- Records contained in a dataset
++++++++++
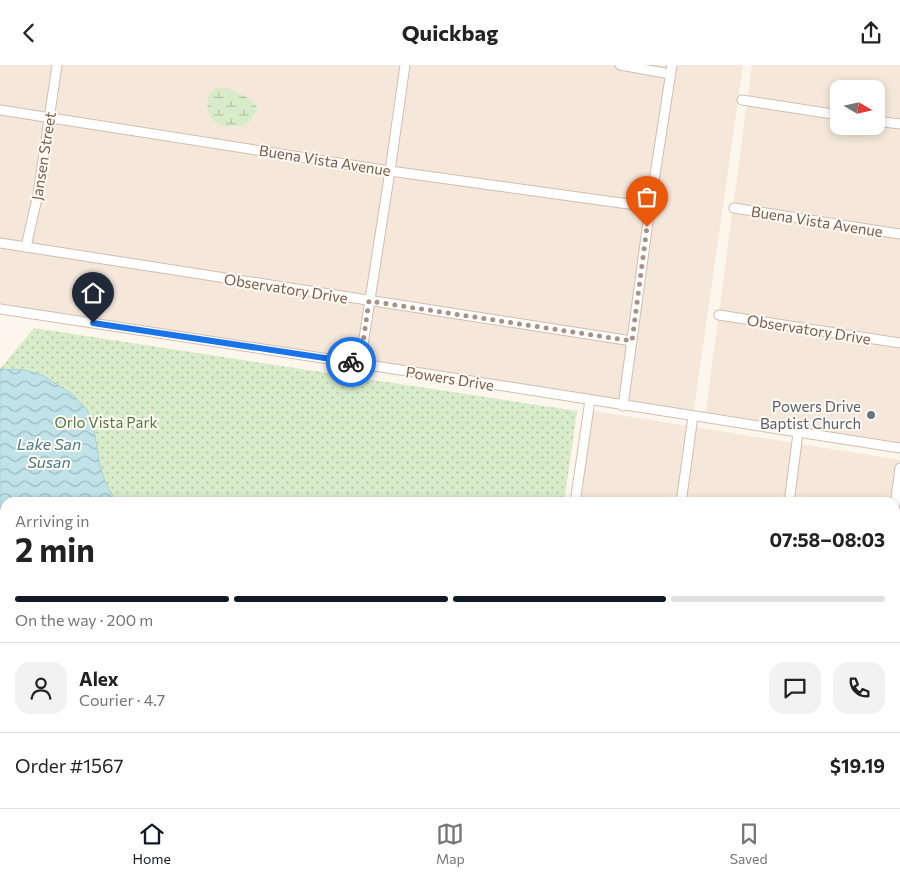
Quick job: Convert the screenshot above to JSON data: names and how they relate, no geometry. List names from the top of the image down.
{
  "streets": {
    "street": [
      "Jansen Street",
      "Buena Vista Avenue",
      "Observatory Drive",
      "Powers Drive"
    ]
  },
  "crossings": [
    ["Jansen Street", "Buena Vista Avenue"],
    ["Jansen Street", "Observatory Drive"]
  ],
  "water": ["Lake San Susan"],
  "parks": ["Orlo Vista Park"],
  "places": ["Powers Drive Baptist Church"],
  "north": "right",
  "page": {
    "header": "Quickbag",
    "heading": ["2 min", "Arriving in", "07:58–08:03"],
    "panel": [
      "Alex",
      "Courier · 4.7",
      "Order #1567",
      "$19.19"
    ],
    "bar": "On the way · 200 m",
    "tabs": ["Home", "Map", "Saved"]
  }
}
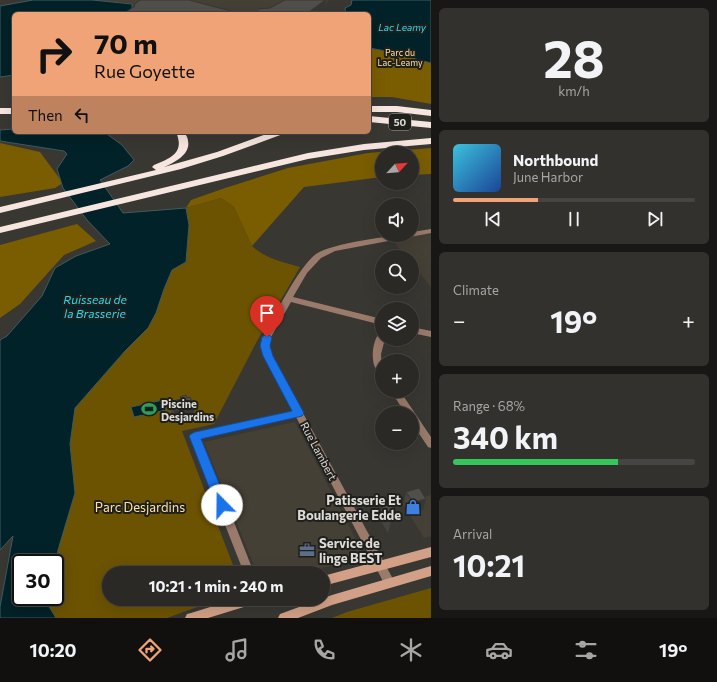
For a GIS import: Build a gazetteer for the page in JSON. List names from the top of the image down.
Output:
{
  "streets": {
    "highway": ["50"],
    "street": ["Rue Lambert"]
  },
  "water": ["Lac Leamy", "Ruisseau de la Brasserie"],
  "parks": ["Parc du Lac-Leamy", "Parc Desjardins"],
  "places": {
    "sports": ["Piscine Desjardins"],
    "shop": ["Patisserie Et Boulangerie Edde"],
    "office": ["Service de linge BEST"]
  },
  "north": "top right",
  "page": {
    "tile": [
      ["28", "km/h"],
      "Climate",
      ["Range · 68%", "340 km"],
      ["Arrival", "10:21"]
    ],
    "turn": ["70 m", "Rue Goyette"],
    "then": "Then",
    "song": ["Northbound", "June Harbor"],
    "map_buttons": ["+", "−"],
    "heat": ["−", "19°", "+"],
    "limit": "30",
    "trip": "10:21 · 1 min · 240 m",
    "tabs": ["10:20", "19°"]
  }
}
++++++++++
- Your task
Would you set down the records exactly, with no pictures included?

- Solved problem
Quick job: Convert the screenshot above to JSON data: names and how they relate, no geometry. List names from the top of the image down.
{
  "streets": {
    "street": [
      "Jansen Street",
      "Buena Vista Avenue",
      "Observatory Drive",
      "Powers Drive"
    ]
  },
  "crossings": [
    ["Jansen Street", "Buena Vista Avenue"],
    ["Jansen Street", "Observatory Drive"]
  ],
  "water": ["Lake San Susan"],
  "parks": ["Orlo Vista Park"],
  "places": ["Powers Drive Baptist Church"],
  "north": "right",
  "page": {
    "header": "Quickbag",
    "heading": ["2 min", "Arriving in", "07:58–08:03"],
    "panel": [
      "Alex",
      "Courier · 4.7",
      "Order #1567",
      "$19.19"
    ],
    "bar": "On the way · 200 m",
    "tabs": ["Home", "Map", "Saved"]
  }
}
For a GIS import: Build a gazetteer for the page in JSON. List names from the top of the image down.
Output:
{
  "streets": {
    "highway": ["50"],
    "street": ["Rue Lambert"]
  },
  "water": ["Lac Leamy", "Ruisseau de la Brasserie"],
  "parks": ["Parc du Lac-Leamy", "Parc Desjardins"],
  "places": {
    "sports": ["Piscine Desjardins"],
    "shop": ["Patisserie Et Boulangerie Edde"],
    "office": ["Service de linge BEST"]
  },
  "north": "top right",
  "page": {
    "tile": [
      ["28", "km/h"],
      "Climate",
      ["Range · 68%", "340 km"],
      ["Arrival", "10:21"]
    ],
    "turn": ["70 m", "Rue Goyette"],
    "then": "Then",
    "song": ["Northbound", "June Harbor"],
    "map_buttons": ["+", "−"],
    "heat": ["−", "19°", "+"],
    "limit": "30",
    "trip": "10:21 · 1 min · 240 m",
    "tabs": ["10:20", "19°"]
  }
}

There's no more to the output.